__EXERCISE__. Leaving the pictures aside, restate all of the data exactly.

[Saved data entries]
▬▬▬▬▬▬▬▬▬▬

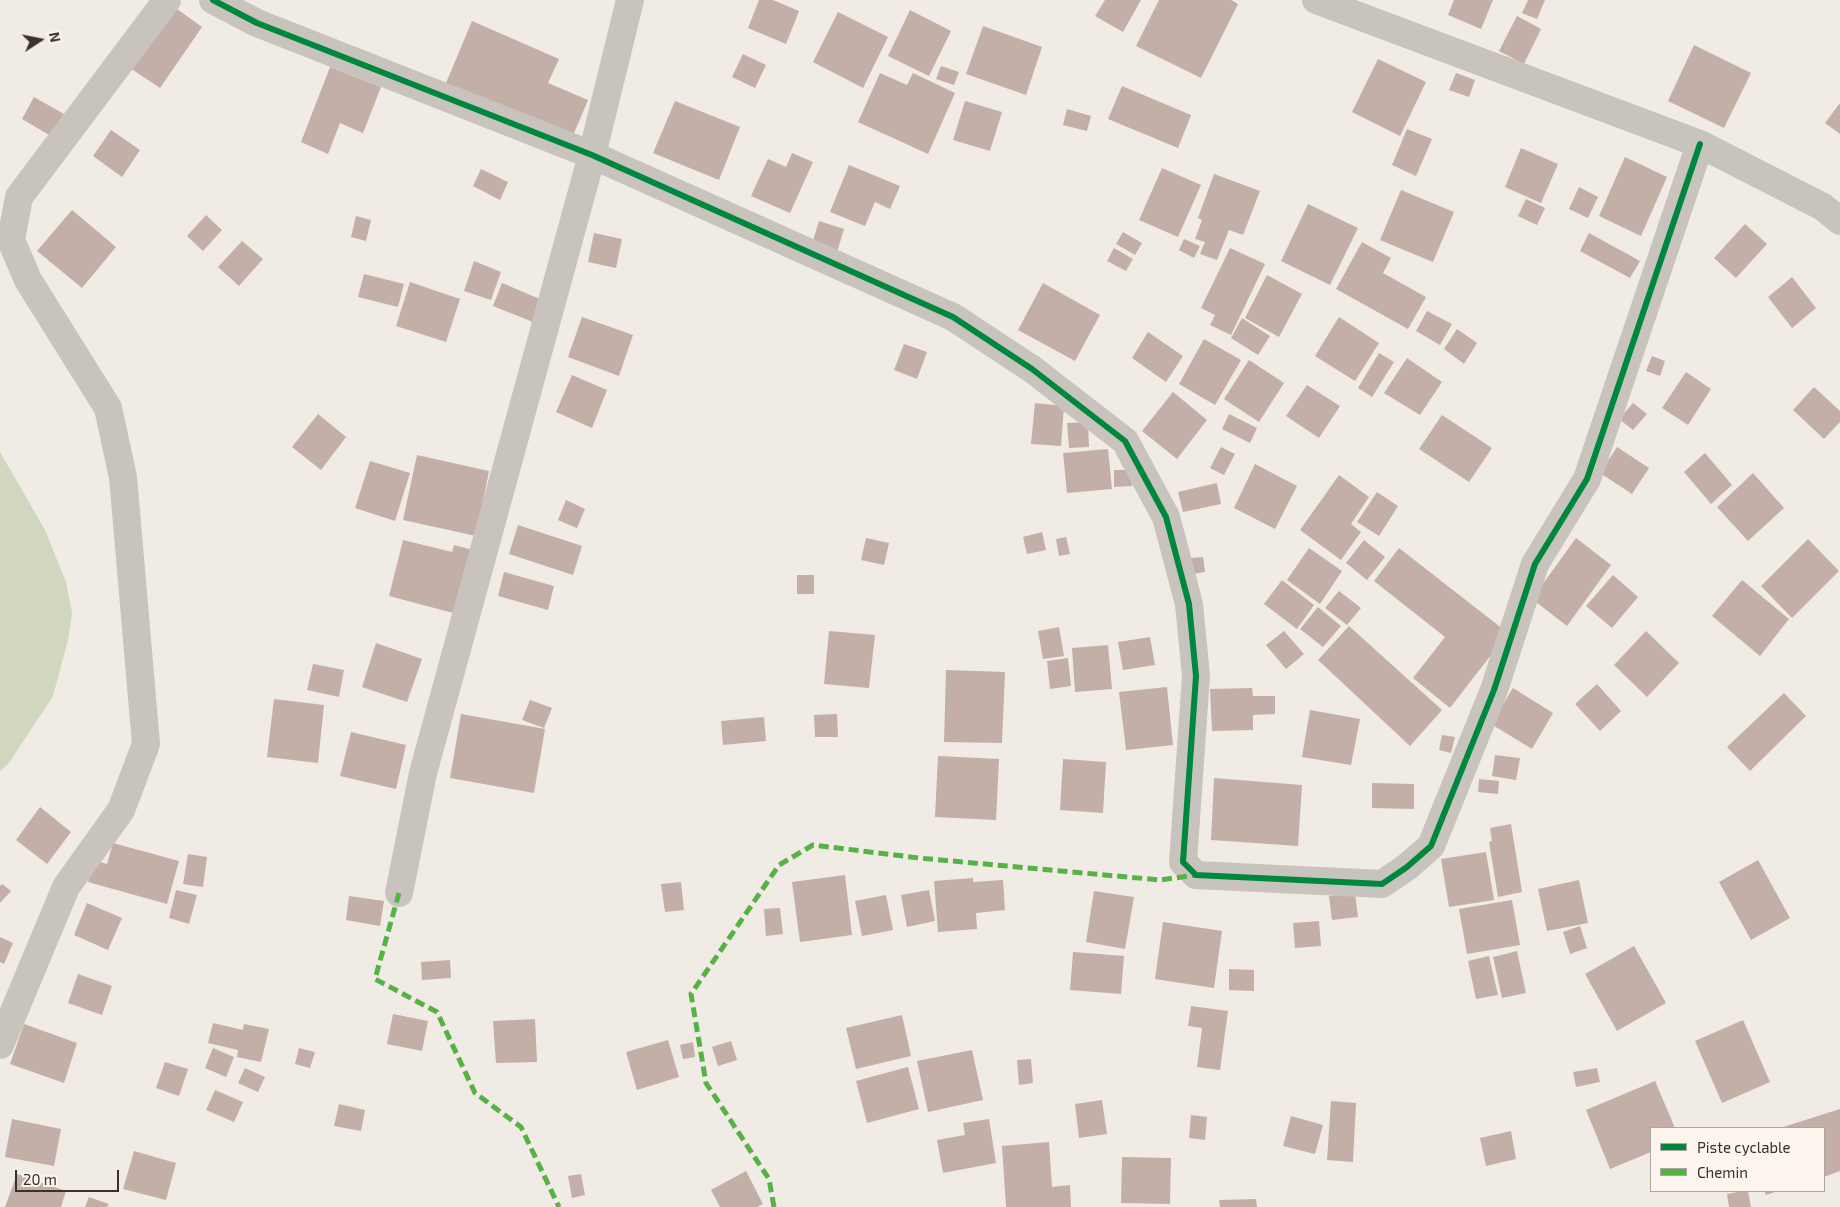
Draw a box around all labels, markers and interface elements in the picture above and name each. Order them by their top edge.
north arrow [15,15,65,65]
text: N [46,30,65,44]
legend [1650,1127,1825,1192]
text: Piste cyclable [1697,1138,1791,1156]
scale bar [18,1160,121,1192]
text: Chemin [1697,1163,1748,1181]
text: 20 m [23,1170,57,1188]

▬▬▬▬▬▬▬▬▬▬

__TASK OUTPUT__.
Draw a box around all labels, markers and interface elements in the picture above and name each. Order them by their top edge.
north arrow [15,15,65,65]
text: N [46,30,65,44]
legend [1650,1127,1825,1192]
text: Piste cyclable [1697,1138,1791,1156]
scale bar [18,1160,121,1192]
text: Chemin [1697,1163,1748,1181]
text: 20 m [23,1170,57,1188]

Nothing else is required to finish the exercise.